__Material for this exercise__:
----------

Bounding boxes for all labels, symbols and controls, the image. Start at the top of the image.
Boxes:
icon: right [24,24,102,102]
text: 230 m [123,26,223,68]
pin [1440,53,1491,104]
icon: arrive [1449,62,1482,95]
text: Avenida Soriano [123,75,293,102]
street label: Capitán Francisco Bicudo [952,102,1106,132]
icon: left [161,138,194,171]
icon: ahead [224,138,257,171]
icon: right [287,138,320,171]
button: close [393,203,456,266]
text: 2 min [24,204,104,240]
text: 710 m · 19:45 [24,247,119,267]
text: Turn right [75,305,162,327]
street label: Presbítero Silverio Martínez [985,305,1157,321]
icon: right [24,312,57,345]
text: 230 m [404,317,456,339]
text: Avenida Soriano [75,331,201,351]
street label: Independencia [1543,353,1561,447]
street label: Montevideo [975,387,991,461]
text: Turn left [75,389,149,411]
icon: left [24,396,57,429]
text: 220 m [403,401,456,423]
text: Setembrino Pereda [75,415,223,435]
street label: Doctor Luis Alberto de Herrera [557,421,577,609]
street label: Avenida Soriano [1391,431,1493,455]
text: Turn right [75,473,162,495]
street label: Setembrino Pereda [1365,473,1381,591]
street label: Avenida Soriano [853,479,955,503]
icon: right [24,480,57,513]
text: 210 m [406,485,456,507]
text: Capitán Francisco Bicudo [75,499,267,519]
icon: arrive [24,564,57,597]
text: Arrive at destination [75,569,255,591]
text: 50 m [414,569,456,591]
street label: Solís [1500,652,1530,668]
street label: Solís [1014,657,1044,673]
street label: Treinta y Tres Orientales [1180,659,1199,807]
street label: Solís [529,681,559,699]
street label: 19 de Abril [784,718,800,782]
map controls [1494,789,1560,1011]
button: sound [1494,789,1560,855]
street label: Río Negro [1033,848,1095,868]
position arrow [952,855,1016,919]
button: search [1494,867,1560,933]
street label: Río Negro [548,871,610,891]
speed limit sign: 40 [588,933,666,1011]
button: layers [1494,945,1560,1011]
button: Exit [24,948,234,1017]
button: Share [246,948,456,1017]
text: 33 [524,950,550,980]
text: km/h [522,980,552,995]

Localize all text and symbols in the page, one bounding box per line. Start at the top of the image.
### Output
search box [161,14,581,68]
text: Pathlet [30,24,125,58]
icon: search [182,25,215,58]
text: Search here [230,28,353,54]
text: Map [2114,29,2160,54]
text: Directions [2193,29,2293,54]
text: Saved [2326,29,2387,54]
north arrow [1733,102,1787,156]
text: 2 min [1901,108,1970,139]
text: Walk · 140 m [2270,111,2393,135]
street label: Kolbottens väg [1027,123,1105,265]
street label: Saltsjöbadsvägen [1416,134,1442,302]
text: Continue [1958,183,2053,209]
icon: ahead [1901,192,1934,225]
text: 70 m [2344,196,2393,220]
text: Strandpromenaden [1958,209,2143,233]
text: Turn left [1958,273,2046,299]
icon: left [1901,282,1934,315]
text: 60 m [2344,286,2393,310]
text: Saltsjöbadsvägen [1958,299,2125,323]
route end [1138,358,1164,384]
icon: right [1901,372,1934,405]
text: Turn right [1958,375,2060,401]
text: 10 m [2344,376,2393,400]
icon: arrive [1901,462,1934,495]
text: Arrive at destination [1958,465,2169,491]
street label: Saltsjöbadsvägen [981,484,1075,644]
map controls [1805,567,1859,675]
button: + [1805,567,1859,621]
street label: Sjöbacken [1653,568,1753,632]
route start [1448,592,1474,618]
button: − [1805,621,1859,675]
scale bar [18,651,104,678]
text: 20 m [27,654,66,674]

----------

__Task to complete__:
Write out the material above exactly, please, from its first line up to and including the line where "Localize all text" appears, and stop there.

__Result of the task__:
Bounding boxes for all labels, symbols and controls, the image. Start at the top of the image.
Boxes:
icon: right [24,24,102,102]
text: 230 m [123,26,223,68]
pin [1440,53,1491,104]
icon: arrive [1449,62,1482,95]
text: Avenida Soriano [123,75,293,102]
street label: Capitán Francisco Bicudo [952,102,1106,132]
icon: left [161,138,194,171]
icon: ahead [224,138,257,171]
icon: right [287,138,320,171]
button: close [393,203,456,266]
text: 2 min [24,204,104,240]
text: 710 m · 19:45 [24,247,119,267]
text: Turn right [75,305,162,327]
street label: Presbítero Silverio Martínez [985,305,1157,321]
icon: right [24,312,57,345]
text: 230 m [404,317,456,339]
text: Avenida Soriano [75,331,201,351]
street label: Independencia [1543,353,1561,447]
street label: Montevideo [975,387,991,461]
text: Turn left [75,389,149,411]
icon: left [24,396,57,429]
text: 220 m [403,401,456,423]
text: Setembrino Pereda [75,415,223,435]
street label: Doctor Luis Alberto de Herrera [557,421,577,609]
street label: Avenida Soriano [1391,431,1493,455]
text: Turn right [75,473,162,495]
street label: Setembrino Pereda [1365,473,1381,591]
street label: Avenida Soriano [853,479,955,503]
icon: right [24,480,57,513]
text: 210 m [406,485,456,507]
text: Capitán Francisco Bicudo [75,499,267,519]
icon: arrive [24,564,57,597]
text: Arrive at destination [75,569,255,591]
text: 50 m [414,569,456,591]
street label: Solís [1500,652,1530,668]
street label: Solís [1014,657,1044,673]
street label: Treinta y Tres Orientales [1180,659,1199,807]
street label: Solís [529,681,559,699]
street label: 19 de Abril [784,718,800,782]
map controls [1494,789,1560,1011]
button: sound [1494,789,1560,855]
street label: Río Negro [1033,848,1095,868]
position arrow [952,855,1016,919]
button: search [1494,867,1560,933]
street label: Río Negro [548,871,610,891]
speed limit sign: 40 [588,933,666,1011]
button: layers [1494,945,1560,1011]
button: Exit [24,948,234,1017]
button: Share [246,948,456,1017]
text: 33 [524,950,550,980]
text: km/h [522,980,552,995]

Localize all text and symbols in the page, one bounding box per line. Start at the top of the image.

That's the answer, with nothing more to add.